▸ Problem to solve
Filter the listing below down to the lines containing the word "body".
Segment Start: Data for this task
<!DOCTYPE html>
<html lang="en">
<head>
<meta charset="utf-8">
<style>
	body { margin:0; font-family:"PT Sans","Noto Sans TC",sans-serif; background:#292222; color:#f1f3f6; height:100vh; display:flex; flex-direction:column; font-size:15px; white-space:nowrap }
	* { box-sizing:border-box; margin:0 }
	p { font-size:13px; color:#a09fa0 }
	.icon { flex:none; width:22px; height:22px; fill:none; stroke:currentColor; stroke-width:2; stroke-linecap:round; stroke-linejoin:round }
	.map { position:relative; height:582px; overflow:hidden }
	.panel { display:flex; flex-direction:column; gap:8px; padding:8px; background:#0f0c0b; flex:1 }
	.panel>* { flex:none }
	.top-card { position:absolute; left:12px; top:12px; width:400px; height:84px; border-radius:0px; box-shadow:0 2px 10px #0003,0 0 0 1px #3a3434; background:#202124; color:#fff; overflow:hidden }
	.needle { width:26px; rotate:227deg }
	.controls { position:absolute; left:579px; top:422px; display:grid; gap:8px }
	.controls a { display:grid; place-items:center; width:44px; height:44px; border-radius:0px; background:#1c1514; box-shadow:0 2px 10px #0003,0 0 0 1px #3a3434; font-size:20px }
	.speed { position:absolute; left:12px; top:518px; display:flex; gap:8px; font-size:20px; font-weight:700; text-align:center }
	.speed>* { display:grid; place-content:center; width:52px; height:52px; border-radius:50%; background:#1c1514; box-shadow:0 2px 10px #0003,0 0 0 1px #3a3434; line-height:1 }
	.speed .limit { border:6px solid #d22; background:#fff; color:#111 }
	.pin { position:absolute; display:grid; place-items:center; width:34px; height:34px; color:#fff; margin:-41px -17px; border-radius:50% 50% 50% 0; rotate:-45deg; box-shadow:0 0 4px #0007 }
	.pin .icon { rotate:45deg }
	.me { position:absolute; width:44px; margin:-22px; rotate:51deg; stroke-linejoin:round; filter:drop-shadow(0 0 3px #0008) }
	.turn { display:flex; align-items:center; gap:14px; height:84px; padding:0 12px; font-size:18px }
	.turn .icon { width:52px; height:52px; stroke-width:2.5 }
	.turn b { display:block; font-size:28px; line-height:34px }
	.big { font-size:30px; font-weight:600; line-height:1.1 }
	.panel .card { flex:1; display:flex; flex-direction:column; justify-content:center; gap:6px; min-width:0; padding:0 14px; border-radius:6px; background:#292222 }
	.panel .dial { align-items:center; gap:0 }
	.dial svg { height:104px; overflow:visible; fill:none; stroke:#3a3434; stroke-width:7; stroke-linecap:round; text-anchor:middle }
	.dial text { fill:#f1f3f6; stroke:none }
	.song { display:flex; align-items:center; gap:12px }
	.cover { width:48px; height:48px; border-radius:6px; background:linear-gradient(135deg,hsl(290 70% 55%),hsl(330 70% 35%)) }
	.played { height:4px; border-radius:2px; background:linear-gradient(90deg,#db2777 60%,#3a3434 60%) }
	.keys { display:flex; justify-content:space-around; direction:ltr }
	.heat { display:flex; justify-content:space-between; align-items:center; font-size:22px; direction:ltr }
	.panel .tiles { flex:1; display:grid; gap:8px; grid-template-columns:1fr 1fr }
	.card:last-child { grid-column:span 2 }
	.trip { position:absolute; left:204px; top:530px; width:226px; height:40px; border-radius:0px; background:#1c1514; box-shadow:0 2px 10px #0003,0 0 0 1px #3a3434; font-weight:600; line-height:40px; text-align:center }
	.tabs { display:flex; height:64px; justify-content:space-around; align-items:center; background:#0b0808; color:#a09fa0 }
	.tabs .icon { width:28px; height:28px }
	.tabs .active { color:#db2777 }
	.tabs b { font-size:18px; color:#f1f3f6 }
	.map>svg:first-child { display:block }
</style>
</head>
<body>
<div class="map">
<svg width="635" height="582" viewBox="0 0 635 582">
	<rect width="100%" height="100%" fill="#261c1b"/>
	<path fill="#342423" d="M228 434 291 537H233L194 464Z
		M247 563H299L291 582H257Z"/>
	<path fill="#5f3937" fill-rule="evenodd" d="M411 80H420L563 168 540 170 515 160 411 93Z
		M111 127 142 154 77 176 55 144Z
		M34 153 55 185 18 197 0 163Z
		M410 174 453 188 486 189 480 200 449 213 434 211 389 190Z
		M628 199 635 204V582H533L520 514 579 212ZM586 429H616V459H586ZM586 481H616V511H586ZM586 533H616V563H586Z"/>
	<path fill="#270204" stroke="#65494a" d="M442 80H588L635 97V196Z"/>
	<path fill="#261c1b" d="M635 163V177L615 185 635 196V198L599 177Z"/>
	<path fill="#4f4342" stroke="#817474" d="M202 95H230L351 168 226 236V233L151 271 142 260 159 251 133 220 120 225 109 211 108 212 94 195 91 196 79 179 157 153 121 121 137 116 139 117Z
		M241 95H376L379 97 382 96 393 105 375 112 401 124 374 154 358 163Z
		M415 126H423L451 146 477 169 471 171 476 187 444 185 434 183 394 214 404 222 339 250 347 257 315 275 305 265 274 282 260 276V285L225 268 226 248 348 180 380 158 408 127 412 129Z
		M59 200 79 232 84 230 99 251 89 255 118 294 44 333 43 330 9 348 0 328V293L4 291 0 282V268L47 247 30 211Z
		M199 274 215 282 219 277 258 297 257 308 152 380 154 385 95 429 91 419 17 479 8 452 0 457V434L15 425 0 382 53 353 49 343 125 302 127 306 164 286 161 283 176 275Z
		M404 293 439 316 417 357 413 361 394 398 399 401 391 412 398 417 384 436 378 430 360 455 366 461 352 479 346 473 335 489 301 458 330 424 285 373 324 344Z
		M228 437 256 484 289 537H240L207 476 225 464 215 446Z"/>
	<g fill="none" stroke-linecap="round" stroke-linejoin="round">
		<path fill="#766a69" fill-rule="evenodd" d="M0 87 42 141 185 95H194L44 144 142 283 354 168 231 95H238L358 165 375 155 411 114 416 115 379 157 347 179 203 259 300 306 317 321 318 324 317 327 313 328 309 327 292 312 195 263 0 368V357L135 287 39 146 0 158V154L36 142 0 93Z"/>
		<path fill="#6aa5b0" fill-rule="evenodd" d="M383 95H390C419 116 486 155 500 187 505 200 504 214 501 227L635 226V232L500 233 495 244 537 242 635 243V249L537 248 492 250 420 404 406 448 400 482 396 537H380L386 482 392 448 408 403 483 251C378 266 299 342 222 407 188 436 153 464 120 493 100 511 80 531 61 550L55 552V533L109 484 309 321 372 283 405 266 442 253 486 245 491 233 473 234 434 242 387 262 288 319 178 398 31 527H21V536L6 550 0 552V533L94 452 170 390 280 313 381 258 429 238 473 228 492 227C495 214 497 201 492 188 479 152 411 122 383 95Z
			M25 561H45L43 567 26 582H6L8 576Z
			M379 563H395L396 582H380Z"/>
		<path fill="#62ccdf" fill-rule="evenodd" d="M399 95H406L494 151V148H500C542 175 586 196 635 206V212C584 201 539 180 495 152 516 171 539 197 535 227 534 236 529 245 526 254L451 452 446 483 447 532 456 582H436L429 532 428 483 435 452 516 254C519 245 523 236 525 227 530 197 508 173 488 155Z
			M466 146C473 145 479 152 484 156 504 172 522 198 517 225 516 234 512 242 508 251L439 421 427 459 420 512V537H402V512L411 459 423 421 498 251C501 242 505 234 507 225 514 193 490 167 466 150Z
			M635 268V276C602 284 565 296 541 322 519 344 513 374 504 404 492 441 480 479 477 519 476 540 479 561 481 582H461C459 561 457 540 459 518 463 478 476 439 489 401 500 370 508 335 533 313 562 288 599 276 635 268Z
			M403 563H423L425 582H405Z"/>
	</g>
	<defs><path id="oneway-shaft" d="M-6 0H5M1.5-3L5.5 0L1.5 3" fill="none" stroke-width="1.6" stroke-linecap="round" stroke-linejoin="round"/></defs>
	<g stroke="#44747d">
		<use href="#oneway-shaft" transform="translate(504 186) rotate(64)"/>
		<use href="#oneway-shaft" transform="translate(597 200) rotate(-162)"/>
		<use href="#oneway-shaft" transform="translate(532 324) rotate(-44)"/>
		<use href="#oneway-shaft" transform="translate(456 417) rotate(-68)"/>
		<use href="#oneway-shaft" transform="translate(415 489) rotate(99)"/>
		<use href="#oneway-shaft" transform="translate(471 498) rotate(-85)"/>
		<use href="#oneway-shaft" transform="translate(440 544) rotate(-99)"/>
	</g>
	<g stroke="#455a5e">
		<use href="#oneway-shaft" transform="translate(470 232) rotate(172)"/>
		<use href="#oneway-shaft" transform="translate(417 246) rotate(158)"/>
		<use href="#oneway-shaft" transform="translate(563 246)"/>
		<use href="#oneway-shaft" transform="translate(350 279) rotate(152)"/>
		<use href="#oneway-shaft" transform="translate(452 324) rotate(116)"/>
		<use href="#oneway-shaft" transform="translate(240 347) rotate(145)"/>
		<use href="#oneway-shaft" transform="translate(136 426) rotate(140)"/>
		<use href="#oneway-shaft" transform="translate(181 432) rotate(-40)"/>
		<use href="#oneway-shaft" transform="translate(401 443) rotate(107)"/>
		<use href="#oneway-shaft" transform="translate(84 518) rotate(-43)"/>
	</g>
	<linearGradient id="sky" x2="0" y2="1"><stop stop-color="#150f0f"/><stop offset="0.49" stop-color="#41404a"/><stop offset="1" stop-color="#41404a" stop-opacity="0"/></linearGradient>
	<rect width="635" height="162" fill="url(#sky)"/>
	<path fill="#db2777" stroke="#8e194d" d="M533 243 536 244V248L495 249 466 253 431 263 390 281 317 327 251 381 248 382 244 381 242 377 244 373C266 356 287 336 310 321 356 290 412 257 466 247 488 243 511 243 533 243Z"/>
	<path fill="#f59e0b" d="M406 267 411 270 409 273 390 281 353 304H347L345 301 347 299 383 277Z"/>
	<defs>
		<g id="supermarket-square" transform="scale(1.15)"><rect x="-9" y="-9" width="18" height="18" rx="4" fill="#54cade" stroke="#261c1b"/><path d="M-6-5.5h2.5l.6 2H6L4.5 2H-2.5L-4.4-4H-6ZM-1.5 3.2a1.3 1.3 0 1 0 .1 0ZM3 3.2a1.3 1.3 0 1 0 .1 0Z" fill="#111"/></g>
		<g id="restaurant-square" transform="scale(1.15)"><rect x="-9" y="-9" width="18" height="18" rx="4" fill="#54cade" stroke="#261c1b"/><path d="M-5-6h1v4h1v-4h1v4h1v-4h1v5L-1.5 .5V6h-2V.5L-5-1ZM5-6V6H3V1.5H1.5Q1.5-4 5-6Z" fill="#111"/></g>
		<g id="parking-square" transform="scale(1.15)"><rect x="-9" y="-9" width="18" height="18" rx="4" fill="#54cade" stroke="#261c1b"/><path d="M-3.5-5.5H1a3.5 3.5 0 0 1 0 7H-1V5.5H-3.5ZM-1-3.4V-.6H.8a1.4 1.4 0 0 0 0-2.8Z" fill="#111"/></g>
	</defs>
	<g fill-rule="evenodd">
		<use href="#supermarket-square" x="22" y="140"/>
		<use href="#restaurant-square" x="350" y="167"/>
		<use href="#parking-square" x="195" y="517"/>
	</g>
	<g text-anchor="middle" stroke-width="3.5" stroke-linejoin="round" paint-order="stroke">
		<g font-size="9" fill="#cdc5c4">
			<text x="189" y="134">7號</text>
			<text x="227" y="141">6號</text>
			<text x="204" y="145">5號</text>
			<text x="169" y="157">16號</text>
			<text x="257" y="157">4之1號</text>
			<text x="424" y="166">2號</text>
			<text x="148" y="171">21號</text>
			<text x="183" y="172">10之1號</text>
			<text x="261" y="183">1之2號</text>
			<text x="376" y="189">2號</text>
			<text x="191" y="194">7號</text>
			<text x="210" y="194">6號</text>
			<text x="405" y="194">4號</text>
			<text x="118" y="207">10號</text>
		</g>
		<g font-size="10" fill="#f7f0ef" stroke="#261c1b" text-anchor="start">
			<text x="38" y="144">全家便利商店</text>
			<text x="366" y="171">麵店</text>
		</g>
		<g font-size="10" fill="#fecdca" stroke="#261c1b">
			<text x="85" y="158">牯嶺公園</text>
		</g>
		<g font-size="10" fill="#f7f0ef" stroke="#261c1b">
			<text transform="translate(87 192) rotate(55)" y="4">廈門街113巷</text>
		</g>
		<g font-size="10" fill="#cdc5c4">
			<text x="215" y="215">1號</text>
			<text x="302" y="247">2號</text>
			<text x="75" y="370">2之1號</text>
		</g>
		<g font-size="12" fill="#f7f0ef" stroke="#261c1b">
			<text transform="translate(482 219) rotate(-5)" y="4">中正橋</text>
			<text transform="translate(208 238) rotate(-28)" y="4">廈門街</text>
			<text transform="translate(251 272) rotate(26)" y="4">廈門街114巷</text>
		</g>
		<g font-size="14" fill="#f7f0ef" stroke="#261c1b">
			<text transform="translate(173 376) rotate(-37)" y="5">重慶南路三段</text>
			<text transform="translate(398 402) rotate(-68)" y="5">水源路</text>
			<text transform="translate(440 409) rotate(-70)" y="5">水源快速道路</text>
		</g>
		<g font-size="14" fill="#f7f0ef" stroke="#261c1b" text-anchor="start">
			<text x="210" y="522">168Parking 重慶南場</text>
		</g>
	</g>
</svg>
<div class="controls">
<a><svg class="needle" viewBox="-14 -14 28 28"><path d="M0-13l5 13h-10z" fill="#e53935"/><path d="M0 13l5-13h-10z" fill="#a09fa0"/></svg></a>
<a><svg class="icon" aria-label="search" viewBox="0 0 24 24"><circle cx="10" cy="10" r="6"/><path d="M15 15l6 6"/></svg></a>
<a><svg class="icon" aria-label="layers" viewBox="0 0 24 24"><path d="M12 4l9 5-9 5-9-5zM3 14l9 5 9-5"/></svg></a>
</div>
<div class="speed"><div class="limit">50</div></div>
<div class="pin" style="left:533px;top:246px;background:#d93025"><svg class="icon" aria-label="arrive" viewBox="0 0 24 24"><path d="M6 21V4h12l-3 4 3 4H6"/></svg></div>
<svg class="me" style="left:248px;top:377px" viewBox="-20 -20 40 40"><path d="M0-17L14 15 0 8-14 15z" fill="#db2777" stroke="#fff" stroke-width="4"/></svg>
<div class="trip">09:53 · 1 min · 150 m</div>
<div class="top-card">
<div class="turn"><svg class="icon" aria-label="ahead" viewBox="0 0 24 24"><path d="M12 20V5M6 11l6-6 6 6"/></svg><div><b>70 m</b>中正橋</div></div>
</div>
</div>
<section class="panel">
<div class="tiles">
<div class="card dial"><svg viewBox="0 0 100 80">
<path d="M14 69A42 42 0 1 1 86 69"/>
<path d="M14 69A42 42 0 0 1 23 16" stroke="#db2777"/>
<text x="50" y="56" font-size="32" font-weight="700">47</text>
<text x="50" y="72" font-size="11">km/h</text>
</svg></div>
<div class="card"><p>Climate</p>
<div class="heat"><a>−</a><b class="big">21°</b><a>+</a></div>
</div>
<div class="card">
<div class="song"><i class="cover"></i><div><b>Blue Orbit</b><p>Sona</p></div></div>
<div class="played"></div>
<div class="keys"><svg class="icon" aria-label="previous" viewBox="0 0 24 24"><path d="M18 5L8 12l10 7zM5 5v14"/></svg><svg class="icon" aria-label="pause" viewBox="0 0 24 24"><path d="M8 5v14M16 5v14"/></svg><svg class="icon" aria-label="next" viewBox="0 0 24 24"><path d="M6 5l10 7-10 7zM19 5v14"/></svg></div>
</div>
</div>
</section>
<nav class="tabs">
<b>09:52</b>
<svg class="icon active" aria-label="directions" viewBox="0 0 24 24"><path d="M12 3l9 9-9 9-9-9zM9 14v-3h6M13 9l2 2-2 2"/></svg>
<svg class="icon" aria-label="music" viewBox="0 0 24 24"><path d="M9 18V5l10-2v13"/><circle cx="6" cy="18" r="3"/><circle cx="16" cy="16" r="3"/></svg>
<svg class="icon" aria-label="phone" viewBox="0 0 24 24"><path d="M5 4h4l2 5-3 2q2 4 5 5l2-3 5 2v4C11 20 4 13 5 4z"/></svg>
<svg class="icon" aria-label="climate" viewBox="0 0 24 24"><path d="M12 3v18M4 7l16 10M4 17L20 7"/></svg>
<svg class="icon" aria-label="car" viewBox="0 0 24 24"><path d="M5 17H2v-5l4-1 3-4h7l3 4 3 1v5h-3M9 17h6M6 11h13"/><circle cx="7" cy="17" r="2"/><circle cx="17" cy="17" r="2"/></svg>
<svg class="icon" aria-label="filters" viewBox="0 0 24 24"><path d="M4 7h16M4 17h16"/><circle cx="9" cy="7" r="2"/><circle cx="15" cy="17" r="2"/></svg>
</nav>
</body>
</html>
Segment End: Data for this task
▸ Output of the exercise
	body { margin:0; font-family:"PT Sans","Noto Sans TC",sans-serif; background:#292222; color:#f1f3f6; height:100vh; display:flex; flex-direction:column; font-size:15px; white-space:nowrap }
<body>
</body>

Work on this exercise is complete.